Finally a working mediawiki sitemap

Lonny's picture

This is a follow up to Making a sitemap (opensource documentation wild goose chase).

So, thanks to the OLPC folks, we finally have a working google-compliant sitemap. The code below is adapted from http://wiki.laptop.org/go/SEO_for_the_OLPC_wiki/sitemapgen. Here are some notes about the implementation:

  1. Save the code as makesitemap.sh on the root directory (appropedia.org/)
  2. Add executing permissions to the file, by typing chmod u+x makesitemap.sh
  3. Run it from the site root by typing sh makesitemap.sh, or even better run using cron.
  4. I had to download a new version of generatesitemap.php from http://www.mediawiki.org/wiki/Manual:GenerateSitemap.php. I was getting a Class 'MWNamespace' error.
  5. I had to get rid of the ticks on the echo lines that were present in the OLPC version.
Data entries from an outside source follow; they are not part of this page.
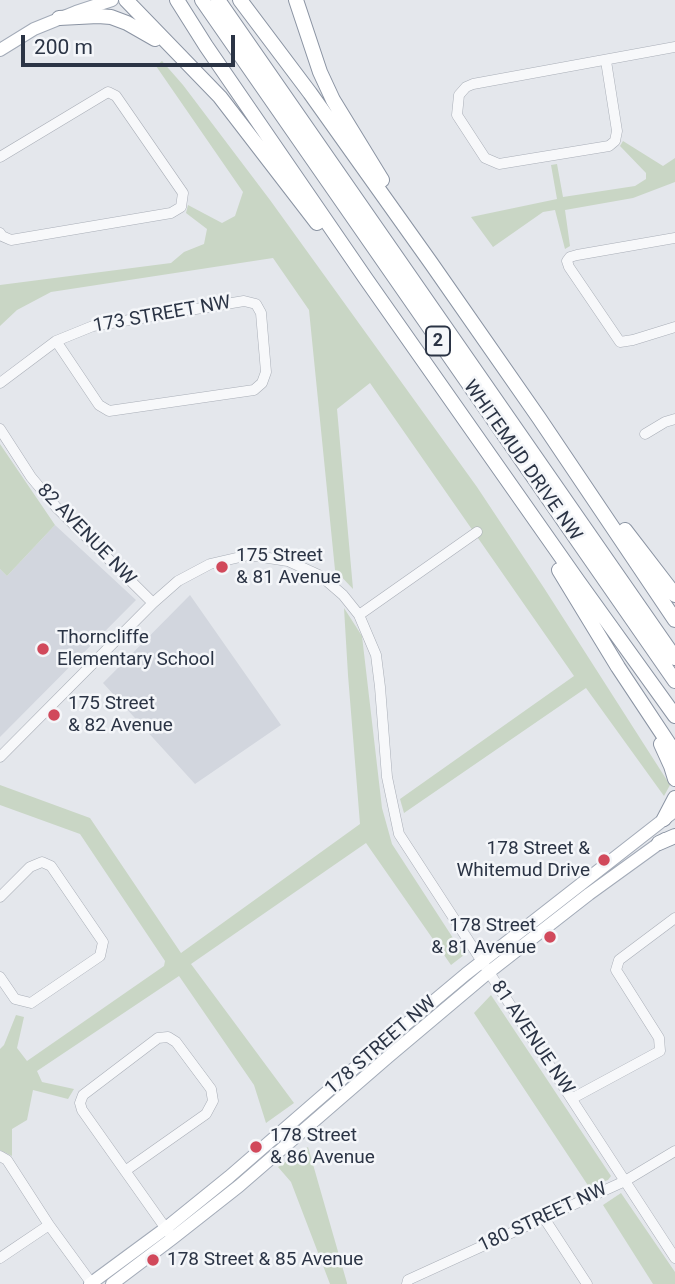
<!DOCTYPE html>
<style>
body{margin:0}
#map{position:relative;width:675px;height:1284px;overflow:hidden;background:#e4e7ec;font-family:Roboto,sans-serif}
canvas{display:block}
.scale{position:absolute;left:21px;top:35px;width:214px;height:32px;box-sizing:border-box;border:4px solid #2b3445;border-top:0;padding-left:9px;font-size:21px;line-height:24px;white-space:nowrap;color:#2b3445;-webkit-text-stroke:5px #f4f6f9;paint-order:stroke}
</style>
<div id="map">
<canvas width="675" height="1284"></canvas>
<div class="scale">200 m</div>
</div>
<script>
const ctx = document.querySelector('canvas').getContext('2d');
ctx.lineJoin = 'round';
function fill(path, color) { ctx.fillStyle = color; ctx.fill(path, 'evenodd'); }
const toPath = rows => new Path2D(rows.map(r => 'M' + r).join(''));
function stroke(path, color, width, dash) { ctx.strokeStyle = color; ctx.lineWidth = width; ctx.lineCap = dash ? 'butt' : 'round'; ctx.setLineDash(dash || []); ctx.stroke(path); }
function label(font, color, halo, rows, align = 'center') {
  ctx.font = font + ' Roboto,sans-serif'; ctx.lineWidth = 5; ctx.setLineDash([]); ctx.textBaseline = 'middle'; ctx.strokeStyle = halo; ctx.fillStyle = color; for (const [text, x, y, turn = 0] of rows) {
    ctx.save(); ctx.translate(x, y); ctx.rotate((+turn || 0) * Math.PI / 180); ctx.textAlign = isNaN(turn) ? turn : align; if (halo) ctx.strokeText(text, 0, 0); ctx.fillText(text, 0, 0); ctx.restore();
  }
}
const built = toPath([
 [55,525,136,600,0,737,0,569,7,576],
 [190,595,281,725,195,784,103,683]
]);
const green = toPath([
 [162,61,183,85,270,200,477,487,544,588,670,785,664,796,586,688,404,813,400,799,574,676,370,383,337,409,353,589,335,570,309,310,273,258,51,292,17,310,0,326,0,285,171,263,184,252,204,244,207,229,186,213,188,205,222,223,235,216,243,192,156,66],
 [623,141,663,166,675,158,675,182,633,198,565,210,570,246,565,249,555,210,543,212,493,247,471,217,557,199,551,165,557,164,563,197,635,186,646,179,646,173,620,146],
 [0,444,55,525,7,576,0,569],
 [344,608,362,636,382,808,392,844,464,955,451,965,366,843,191,964,294,1103,266,1123,254,1085,179,976,37,1071,42,1082,74,1089,68,1099,33,1090,27,1120,12,1129,12,1156,0,1150,0,1049,4,1045,16,1015,24,1017,17,1048,27,1061,164,966,165,961,80,834,0,805,0,785,90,818,181,953,360,824,348,675],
 [491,995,611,1176,608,1180,589,1187,474,1013],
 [308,1147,347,1283,347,1284,330,1284,291,1182,278,1167],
 [621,1193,675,1272,675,1284,653,1284,603,1205]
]);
const minor = toPath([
 [606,61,617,131,615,141,609,146,499,164,485,158,457,115,459,95,466,87,473,84,675,47],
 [0,157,108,92,116,96,183,193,181,207,171,213,11,240,2,236,0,233],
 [675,238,577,255,570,257,567,261,569,267,620,342,633,340,675,327],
 [0,383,56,341,93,326,244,301,256,304,261,313,266,372,262,383,254,390,109,411,99,405,56,341],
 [0,429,31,477,56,507,153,603],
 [645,434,665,422,675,419],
 [359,615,477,532],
 [0,757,153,603,178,581,210,564,249,555,288,561,321,576,343,595,359,615,376,655,380,687,387,777,399,834,675,1258],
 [0,897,30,867,42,862,51,866,103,942,100,956,31,1003,15,999,0,977],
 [573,1098,660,1051,659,1038,616,970,619,960,675,918],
 [0,1156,7,1160,49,1225,92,1284],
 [125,1171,206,1114,213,1101,211,1089,176,1042,168,1037,158,1038,83,1095,80,1103,82,1110,169,1233],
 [544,1218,587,1284],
 [0,1258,49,1225],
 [407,1284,408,1280,625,1181,675,1151]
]);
const major = toPath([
 [0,50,34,29,76,12,112,0],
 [90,1284,166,1228,229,1177,380,1046,466,974,672,813],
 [112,1284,173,1238,239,1186,388,1057,489,972,589,894,665,839]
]);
const highway = toPath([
 [126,0,220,97,317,223],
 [177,0,206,46,366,279,578,581,675,716],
 [202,0,675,681],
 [218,0,675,658],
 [240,0,310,93,431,263,539,418,675,620],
 [296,0,320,72,333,100,382,180],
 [59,18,98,16,111,17,127,23,155,39],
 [625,530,675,595],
 [559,570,618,667,675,753],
 [661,744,671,766,675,779],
 [664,819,675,798],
 [659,843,675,836]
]);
const markers = [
 [222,567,7,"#d1495b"],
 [43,649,7,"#d1495b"],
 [54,715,7,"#d1495b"],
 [604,860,7,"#d1495b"],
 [550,937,7,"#d1495b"],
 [256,1147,7,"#d1495b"],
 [153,1260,7,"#d1495b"]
];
const shields = [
 [438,341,24]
];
const shieldNames = [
 ["2",438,341]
];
const streetNames = [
 ["173 STREET NW",162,315,-10],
 ["WHITEMUD DRIVE NW",522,461,55],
 ["82 AVENUE NW",86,535,46],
 ["81 AVENUE NW",532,1038,56],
 ["178 STREET NW",381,1046,-41],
 ["180 STREET NW",543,1218,-25]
];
const poiNames = [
 ["175 Street",236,556],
 ["& 81 Avenue",236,578],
 ["Thorncliffe",57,638],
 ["Elementary School",57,660],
 ["175 Street",68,704],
 ["& 82 Avenue",68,726],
 ["178 Street &",590,849,"right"],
 ["Whitemud Drive",590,871,"right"],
 ["178 Street",536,926,"right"],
 ["& 81 Avenue",536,948,"right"],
 ["178 Street",270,1136],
 ["& 86 Avenue",270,1158],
 ["178 Street & 85 Avenue",167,1260]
];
fill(built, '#d2d6de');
fill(green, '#c9d6c5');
stroke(minor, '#a9aeb7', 11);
stroke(major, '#a3abb8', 14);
stroke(highway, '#8b94a3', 16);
stroke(minor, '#f7f8fa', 10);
stroke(major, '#fff', 12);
stroke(highway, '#fff', 14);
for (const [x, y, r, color] of markers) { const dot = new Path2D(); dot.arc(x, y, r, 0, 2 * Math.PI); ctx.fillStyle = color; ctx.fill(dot); stroke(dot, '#f4f6f9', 2.5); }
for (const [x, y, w] of shields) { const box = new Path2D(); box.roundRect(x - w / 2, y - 14.5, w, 29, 5); ctx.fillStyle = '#f4f6f9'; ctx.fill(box); stroke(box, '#2b3445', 2); }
label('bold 18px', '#2b3445', null, shieldNames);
label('19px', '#2b3445', '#f4f6f9', streetNames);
label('19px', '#2b3445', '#f4f6f9', poiNames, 'left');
</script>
They were breaking the echo.

----makesitemap.sh----

 #!/bin/sh

echo Sitemap script ...
cd maintenance/
/usr/local/php5/bin/php generateSitemap.php
echo Sitemap script ... done

echo Moving files, ungzing ...
mv -f *.gz ../
cd ..
gzip -d *.xml.gz
echo Moving files, un'gz'ing ... done

echo Archiving old sitemap...
mv sitemap.xml sitemap.xml.$(date "+%Y%m%d%H")
echo Archiving old sitemap... done

echo Cating all of the name spaces ...
cat sitemap-appropedia-w1-NS_*.xml > sitemap.xml
echo Cating all of the name spaces ... done

echo Replacing "localhost" with www.appropedia.org ...
sed -i 's,localhost,www.appropedia.org,g' sitemap.xml
echo Replacing "localhost" with www.appropedia.org ... done

echo Cleaning that up ...
sed -i "/?xml version/d" sitemap.xml
sed -i "/urlset/d" sitemap.xml
echo Cleaning that up ... done

echo Adding the XML headers back...
echo "" >> sitemap.xml
sed -i '1i\
<?xml version="1.0" encoding="UTF-8"?>\
' sitemap.xml
echo Adding the XML headers back... done

echo Cleaning up the catd files ...
rm sitemap-appropedia-w1-NS*
echo Cleaning up the catd files ... done

echo Pinging the sitemap update to the search engines...
wget -q -O /dev/null http://www.google.com/webmasters/tools/ping?sitemap=http://www.appropedi...
wget -q -O /dev/null http://search.yahooapis.com/SiteExplorerService/V1/ping?sitemap=http://w...
wget -q -O /dev/null http://submissions.ask.com/ping?sitemap=http://www.appropedia.org/sitema...
wget -q -O /dev/null http://api.moreover.com/ping?u=http://www.appropedia.org/sitemap.xml
wget -q -O /dev/null http://webmaster.live.com/ping.aspx?siteMap=http://www.appropedia.org/si...
echo Pinging the sitemap update to the search engines... done

echo All done

----

Please feel free to ask questions. I hope that this is finally fixed right.

Comments

Chriswaterguy's picture

priority weighting

As I understand it (from chatting with Seth at OLPC) the priority weighting is a zero sum game - it just guides Google in dividing up whatever weighting they give us.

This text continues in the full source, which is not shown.